## Tuesday, October 19, 2010

### Can it be both 28% and 46% smaller at the same time?

Yesterday Steve Jobs talked about the new iPad and why its 10-inch screen is so much better than the 7-inch tablets being talked-up by a couple other companies. He said it looks better, it's easier for your fingers, etc. And he stated that the smaller screen is barely more than half the size of the larger one.

Let's talk about diagonal screen measurements (the bright magenta line) and why a small increase is really a big increase. In this case we really need a picture to save 1000 words of description, so here you go:

The first screen above at the left is the 3.5-inch screen of an iPhone. The second image is a (never-to-be-built-by-Apple) 7-inch tablet, and the third image shows the 9.7-inch iPad. The diagonal measures are shown below the images on the screens.

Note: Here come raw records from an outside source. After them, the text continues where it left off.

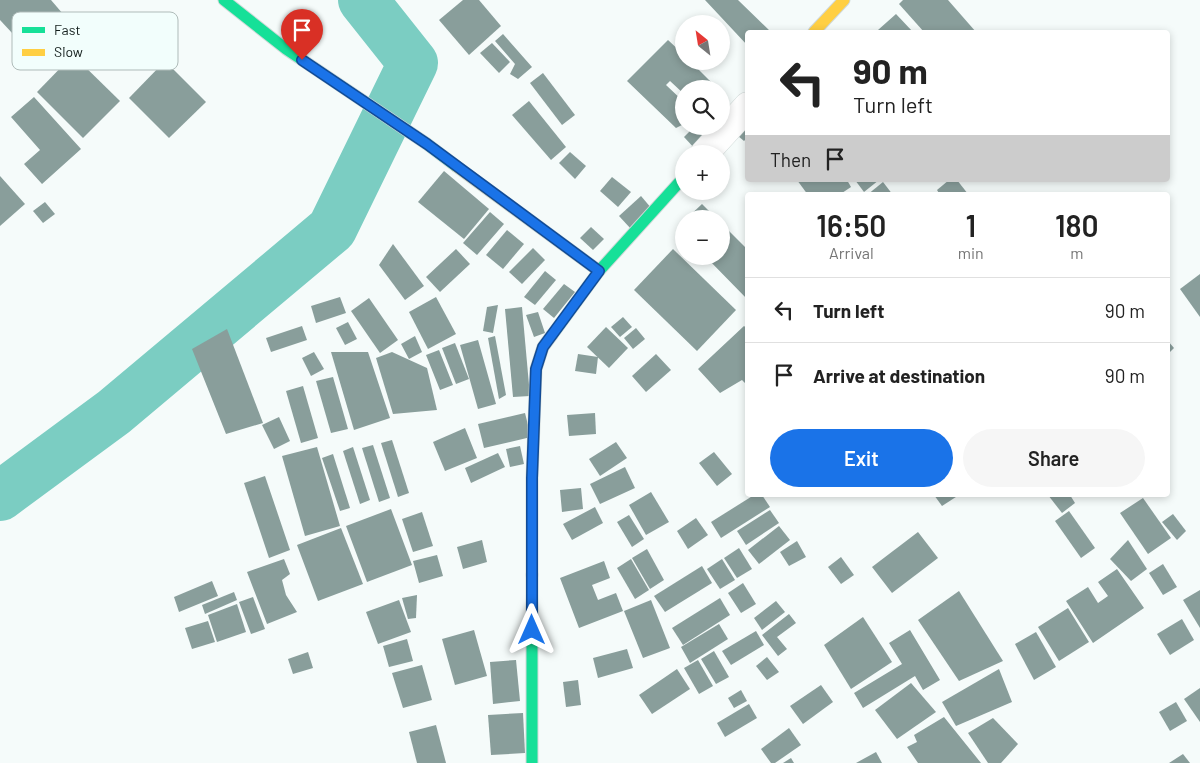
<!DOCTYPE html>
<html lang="en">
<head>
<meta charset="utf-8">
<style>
	:root { --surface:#fff; --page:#f6f6f6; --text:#222; --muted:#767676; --line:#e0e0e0; --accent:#1a73e8 }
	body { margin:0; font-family:Barlow,sans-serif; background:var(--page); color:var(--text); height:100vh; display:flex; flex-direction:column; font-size:19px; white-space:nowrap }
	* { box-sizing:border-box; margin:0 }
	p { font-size:16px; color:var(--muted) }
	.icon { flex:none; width:28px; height:28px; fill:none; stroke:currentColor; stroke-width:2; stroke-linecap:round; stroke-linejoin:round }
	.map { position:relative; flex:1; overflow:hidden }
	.side { position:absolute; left:745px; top:192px; width:425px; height:305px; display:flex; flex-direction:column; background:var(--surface); border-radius:5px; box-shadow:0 2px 8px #0003 }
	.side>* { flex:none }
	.hud { position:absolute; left:745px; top:30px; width:425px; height:152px; border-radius:5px; box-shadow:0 2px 8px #0003; background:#fff; color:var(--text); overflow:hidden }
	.needle { width:32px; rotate:330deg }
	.controls { position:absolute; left:675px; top:15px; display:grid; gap:10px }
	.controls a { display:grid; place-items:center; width:55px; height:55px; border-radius:50%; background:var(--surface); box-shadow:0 2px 8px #0003; font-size:25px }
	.pin { position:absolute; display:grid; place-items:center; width:42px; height:42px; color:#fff; margin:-51px -21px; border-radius:50% 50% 50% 0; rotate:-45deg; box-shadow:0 0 5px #0007 }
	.pin .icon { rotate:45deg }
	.me { position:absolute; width:55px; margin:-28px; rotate:0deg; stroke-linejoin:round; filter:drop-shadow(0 0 4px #0008) }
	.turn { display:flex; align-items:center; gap:18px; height:105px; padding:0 25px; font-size:22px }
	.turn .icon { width:65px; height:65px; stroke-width:2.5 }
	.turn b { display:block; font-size:35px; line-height:42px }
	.then { display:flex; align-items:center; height:48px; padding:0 25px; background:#0003; gap:10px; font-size:19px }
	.eta { display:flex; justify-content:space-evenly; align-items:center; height:85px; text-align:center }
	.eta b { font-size:30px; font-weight:600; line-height:35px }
	.primary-button { display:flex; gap:10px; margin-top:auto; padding:10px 25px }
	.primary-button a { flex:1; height:58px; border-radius:30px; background:var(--accent); color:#fff; font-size:20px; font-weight:600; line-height:58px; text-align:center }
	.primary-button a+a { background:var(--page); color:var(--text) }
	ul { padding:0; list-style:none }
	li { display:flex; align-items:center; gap:15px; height:65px; padding:0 25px; border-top:1px solid var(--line) }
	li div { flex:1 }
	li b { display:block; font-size:19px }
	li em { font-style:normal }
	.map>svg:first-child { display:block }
</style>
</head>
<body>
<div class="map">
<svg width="1200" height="763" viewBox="0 0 1200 763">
	<rect width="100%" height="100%" fill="#f5fbfa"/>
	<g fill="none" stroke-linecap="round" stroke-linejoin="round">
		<polyline stroke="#7bcdc2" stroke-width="50" points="0,496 114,412 332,229 413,63 363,0"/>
	</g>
	<g fill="#899e9b">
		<polygon points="0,0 51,0 63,14 26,48 0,20"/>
		<polygon points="463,0 479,0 501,26 469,55 439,20"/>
		<polygon points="705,0 738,0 771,32 748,32 748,46"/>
		<polygon points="903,0 948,0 976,32 924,32 899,4"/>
		<polygon points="896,14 913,32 881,32 878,30"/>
		<polygon points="503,34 532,67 518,79 510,74 515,64 495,41"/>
		<polygon points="668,40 684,55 684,61 690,61 718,89 684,89 684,94 670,81 666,85 684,102 684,124 676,128 627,81"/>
		<polygon points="492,43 510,62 499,73 480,53"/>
		<polygon points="73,55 120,101 83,138 37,92"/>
		<polygon points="165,61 206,102 169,138 129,98"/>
		<polygon points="543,73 575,115 562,125 530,83"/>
		<polygon points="34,97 81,149 42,184 24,164 40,150 11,117"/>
		<polygon points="529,101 566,147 551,160 512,115"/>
		<polygon points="695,126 702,126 711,135 696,150 684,137"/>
		<polygon points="748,126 748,137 744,141 738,136"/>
		<polygon points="570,152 586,166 575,179 559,163"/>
		<polygon points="444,171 489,209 464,239 418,202"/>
		<polygon points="0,176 25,204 0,226"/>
		<polygon points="612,177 631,192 618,207 600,191"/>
		<polygon points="797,180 847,180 851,187 839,195 808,195"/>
		<polygon points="855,180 879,180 864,192"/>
		<polygon points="949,180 957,180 968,194 940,195 937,190"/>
		<polygon points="883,182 893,195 867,195"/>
		<polygon points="641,196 652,209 631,229 619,216"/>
		<polygon points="45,202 55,214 43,223 33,211"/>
		<polygon points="702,204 717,219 686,219"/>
		<polygon points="490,212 504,224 477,255 463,243"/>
		<polygon points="684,221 684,235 677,228"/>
		<polygon points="721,223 748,250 748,300 705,256 721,256"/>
		<polygon points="591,227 604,239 593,250 580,238"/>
		<polygon points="507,230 524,244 503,269 486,255"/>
		<polygon points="393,244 424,286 405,300 379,265"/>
		<polygon points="533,248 545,260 522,284 509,272"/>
		<polygon points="456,249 470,264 440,292 426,277"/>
		<polygon points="673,249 736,310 697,351 634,290"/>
		<polygon points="545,271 556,280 535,305 524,297"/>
		<polygon points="1200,274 1200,317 1180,289"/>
		<polygon points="564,284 575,292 554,318 543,309"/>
		<polygon points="340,297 346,313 316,323 311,306"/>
		<polygon points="436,297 456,334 428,349 409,312"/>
		<polygon points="369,298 398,340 380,353 351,311"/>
		<polygon points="498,305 493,333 483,331 487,307"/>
		<polygon points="522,307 530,396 513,397 505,309"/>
		<polygon points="538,312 545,333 534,337 526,315"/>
		<polygon points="623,317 632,327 620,337 611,327"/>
		<polygon points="348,322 357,339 345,345 336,328"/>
		<polygon points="302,326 307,340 271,352 266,338"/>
		<polygon points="744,326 748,329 748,386 742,380 720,393 698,369"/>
		<polygon points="606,327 628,348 609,368 587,347"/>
		<polygon points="636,328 645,339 633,349 624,338"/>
		<polygon points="227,329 263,423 226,434 192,349"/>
		<polygon points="415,336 422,352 409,359 401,344"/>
		<polygon points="495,336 506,395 499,399 488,338"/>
		<polygon points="478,340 496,404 478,409 460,345"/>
		<polygon points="1168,341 1174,348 1168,354"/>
		<polygon points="455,343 469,379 456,384 442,348"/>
		<polygon points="439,350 453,385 440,390 426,355"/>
		<polygon points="314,352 324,369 311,376 302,358"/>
		<polygon points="331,352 368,352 390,418 354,430"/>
		<polygon points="392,352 427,368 437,410 393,414 376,358"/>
		<polygon points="578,354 598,357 596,374 575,371"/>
		<polygon points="656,354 671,370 646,392 632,376"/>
		<polygon points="333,377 348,429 331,433 316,381"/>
		<polygon points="303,386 318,438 301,443 286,391"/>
		<polygon points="525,413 531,437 484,448 478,424"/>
		<polygon points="595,413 596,434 569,436 567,415"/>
		<polygon points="279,417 290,441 274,449 262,425"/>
		<polygon points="465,428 477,458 445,471 433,442"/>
		<polygon points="392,440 409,493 398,497 381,443"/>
		<polygon points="616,442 627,458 600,476 589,459"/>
		<polygon points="373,445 390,498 379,502 362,448"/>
		<polygon points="520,446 524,464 510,467 506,449"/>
		<polygon points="317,447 340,526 305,536 282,456"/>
		<polygon points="353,447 370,500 360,504 343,451"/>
		<polygon points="714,452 732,474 717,486 699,463"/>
		<polygon points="498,453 505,467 471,483 465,468"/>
		<polygon points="333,454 350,508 340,511 322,458"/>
		<polygon points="625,467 635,488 600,504 590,484"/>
		<polygon points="265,476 290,550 269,558 244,483"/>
		<polygon points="581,488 583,509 562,512 560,490"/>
		<polygon points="651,492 669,522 646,535 629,505"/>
		<polygon points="754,495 762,495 770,507 721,538 711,522"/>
		<polygon points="934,495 959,495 942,506"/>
		<polygon points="1048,495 1070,495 1075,503 1062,513"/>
		<polygon points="1143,498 1171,538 1148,554 1120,513"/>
		<polygon points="595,507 603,523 572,540 563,524"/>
		<polygon points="391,509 412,565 367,582 346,526"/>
		<polygon points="770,510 779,523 746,545 737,531"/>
		<polygon points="1069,511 1095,548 1081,558 1055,521"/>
		<polygon points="422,512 433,546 413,552 402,519"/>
		<polygon points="1173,514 1186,531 1177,540 1162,522"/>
		<polygon points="629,515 644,539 632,547 617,522"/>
		<polygon points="696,518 708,535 688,549 677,531"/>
		<polygon points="779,526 790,540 759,564 748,550"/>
		<polygon points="341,528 363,584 318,601 297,545"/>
		<polygon points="918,532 938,558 892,593 872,567"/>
		<polygon points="482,540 487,562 463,569 457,547"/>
		<polygon points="1128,540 1147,569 1131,581 1110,559"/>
		<polygon points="797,541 806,557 789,566 780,552"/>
		<polygon points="739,548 752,569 737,578 724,558"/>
		<polygon points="647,549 664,580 650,589 632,558"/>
		<polygon points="437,555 443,576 419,583 413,561"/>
		<polygon points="841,557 854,575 841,584 828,567"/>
		<polygon points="284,559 290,574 282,580 286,595 297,612 267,624 247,572"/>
		<polygon points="631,559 649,590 635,599 617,568"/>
		<polygon points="722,559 735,580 720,589 707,569"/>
		<polygon points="604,561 610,578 592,585 598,600 616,593 623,611 579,628 560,578"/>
		<polygon points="1163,564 1177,587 1163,595 1149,573"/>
		<polygon points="702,566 712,583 665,612 654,596"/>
		<polygon points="1117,569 1144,608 1093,643 1066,601 1088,587 1098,603 1108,596 1098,582"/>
		<polygon points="212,581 218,596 179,612 174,597"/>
		<polygon points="743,583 756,604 741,613 728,593"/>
		<polygon points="1200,590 1200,628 1183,600"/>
		<polygon points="959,591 1003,661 959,681 918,620"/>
		<polygon points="234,592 237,600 205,614 202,605"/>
		<polygon points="417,595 416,618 408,619 402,598"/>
		<polygon points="253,597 265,629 251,634 239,602"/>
		<polygon points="720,598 730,615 683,645 672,628"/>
		<polygon points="399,600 411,632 378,644 366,612"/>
		<polygon points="651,600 670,648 643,658 624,611"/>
		<polygon points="776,601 785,612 762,630 754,618"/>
		<polygon points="237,604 246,632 217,642 208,615"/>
		<polygon points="1068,608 1089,642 1059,661 1038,627"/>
		<polygon points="789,614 796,623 777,637 787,649 778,656 762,635"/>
		<polygon points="863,617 892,662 851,689 824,645"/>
		<polygon points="1182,619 1194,640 1170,655 1157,634"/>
		<polygon points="208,621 215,642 192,649 185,628"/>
		<polygon points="719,624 728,639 690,663 681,647"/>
		<polygon points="474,630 487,676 455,685 442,639"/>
		<polygon points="910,630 940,680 923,690 915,676 863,708 854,693 902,664 889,643"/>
		<polygon points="756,631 764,645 731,665 722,651"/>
		<polygon points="1036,632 1056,667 1034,680 1015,644"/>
		<polygon points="407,639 413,661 389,667 383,646"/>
		<polygon points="627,649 633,668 598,678 593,658"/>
		<polygon points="714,651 729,677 716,684 701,659"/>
		<polygon points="308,652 313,668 293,674 288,659"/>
		<polygon points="767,657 779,672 767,680 756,666"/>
		<polygon points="516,660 520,701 493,704 490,662"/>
		<polygon points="698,660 713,686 699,694 684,668"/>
		<polygon points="422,665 432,700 403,708 392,673"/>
		<polygon points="677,669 690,689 652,714 639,695"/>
		<polygon points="999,669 1012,702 956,726 942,702"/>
		<polygon points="578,680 581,705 566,707 563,682"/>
		<polygon points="911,683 936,712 897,739 875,710"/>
		<polygon points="821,685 833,702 803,724 790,706"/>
		<polygon points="1200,688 1200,722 1184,699"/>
		<polygon points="741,690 747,701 734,708 728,698"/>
		<polygon points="1176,702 1187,721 1170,731 1159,712"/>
		<polygon points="749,704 757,718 725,737 717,723"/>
		<polygon points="523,713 525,753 491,755 488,715"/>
		<polygon points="944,717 981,763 918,763 907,747 917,742 914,735"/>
		<polygon points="993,718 1018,744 1001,763 988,763 968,733"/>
		<polygon points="436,725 446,763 417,763 409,732"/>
		<polygon points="789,728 801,745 775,763 771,763 761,749"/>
		<polygon points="876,752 882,763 856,763"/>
		<polygon points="1183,754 1190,763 1169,763"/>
		<polygon points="791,758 794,763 783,763"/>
	</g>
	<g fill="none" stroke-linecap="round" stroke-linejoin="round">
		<defs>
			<polyline id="street" points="704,154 748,106"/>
			<g id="fast">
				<polyline points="224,0 286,49 427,144 456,166"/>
				<polyline points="552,335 599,271 684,177"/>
				<polyline points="532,575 532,763"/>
			</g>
			<g id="slow">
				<polyline points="814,32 844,0"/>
				<polyline points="456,166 599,271"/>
				<polyline points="532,575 532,478 536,369 543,347 552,335"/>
			</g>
		</defs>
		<use href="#street" stroke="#d0d9d8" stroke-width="29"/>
		<use href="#fast" stroke="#d0d9d8" stroke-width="13"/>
		<use href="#slow" stroke="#d0d9d8" stroke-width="13"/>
		<use href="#street" stroke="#fefefe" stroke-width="28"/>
		<use href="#fast" stroke="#16e098" stroke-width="11"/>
		<use href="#slow" stroke="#ffcf43" stroke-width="11"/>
	</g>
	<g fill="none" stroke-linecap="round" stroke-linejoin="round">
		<defs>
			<polyline id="route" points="302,60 427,144 599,271 543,347 536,369 532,478 532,630"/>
		</defs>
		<use href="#route" stroke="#114b97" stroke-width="12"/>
		<use href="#route" stroke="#1a73e8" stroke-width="9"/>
	</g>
	<rect x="12" y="12" width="166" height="58" rx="8" fill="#f2fefc" stroke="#afbbb9" stroke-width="1"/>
	<rect x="22" y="27" width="23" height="6" fill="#16e098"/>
	<rect x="22" y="49" width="23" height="7" fill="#ffcf43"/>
	<g font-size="14" fill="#131e1c">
		<text x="54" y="35">Fast</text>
		<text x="54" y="57">Slow</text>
	</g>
</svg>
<div class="controls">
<a><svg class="needle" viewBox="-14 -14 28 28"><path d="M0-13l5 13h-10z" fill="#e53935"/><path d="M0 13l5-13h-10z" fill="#767676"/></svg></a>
<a><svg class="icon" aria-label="search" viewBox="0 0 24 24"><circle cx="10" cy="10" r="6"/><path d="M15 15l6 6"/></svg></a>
<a>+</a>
<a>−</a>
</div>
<div class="pin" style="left:302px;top:60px;background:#d93025"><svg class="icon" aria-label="arrive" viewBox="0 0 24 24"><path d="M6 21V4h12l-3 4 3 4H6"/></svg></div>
<svg class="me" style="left:532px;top:630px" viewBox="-20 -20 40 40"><path d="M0-17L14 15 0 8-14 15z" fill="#1a73e8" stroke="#fff" stroke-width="4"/></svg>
<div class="hud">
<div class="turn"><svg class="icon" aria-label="left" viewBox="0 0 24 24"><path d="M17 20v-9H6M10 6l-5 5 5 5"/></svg><div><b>90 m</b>Turn left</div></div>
<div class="then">Then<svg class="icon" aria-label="arrive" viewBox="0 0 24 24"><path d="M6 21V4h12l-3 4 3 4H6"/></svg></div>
</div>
<section class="side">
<div class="eta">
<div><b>16:50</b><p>Arrival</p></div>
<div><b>1</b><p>min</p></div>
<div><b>180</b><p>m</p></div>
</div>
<ul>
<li><svg class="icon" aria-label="left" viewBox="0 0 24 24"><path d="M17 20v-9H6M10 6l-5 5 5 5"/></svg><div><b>Turn left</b></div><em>90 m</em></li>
<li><svg class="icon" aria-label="arrive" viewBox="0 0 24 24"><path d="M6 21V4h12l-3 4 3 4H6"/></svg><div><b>Arrive at destination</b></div><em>90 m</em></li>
</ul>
<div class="primary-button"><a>Exit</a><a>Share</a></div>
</section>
</div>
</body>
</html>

The 7-inch screen's diagonal measure is only 72% of the largest screen - meaning it's 28% smaller (100-72=28). It's just about 3/4 the size.

The iPhone's diagonal measure is only 36% of the largest screen - a bit more than 1/3 the size.

This bright picture shows you a comparison of the surface area on these three screens. Did you notice the yellow rectangles in the first image? I took those and duplicated them on this picture.

The smallest one is 13% of surface area of the largest one. The yellow tint on that small screen is 13% of the intensity of the largest screen (almost looks white, doesn't it?). It's only 1/7th the size of the large one.

The rectangle in the middle represents the area of our 7-inch screen, which is 54% of the surface area of the large screen and for good measure, it's 54% of the intensity of yellow. It's just over 1/2 the size of the large one! (Just like Steve said ... )

So the large screen's surface area is 100%, the intermediate one 54%, and the smallest 13%, while the diagonal measures are 100%, 72% and 36%? Are you thinking, How can that be?

Let me just say, If you are confused by how that same 7-inch middle screen can be 72% when measured diagonally, and 54% when measured by area, welcome to elementary school math!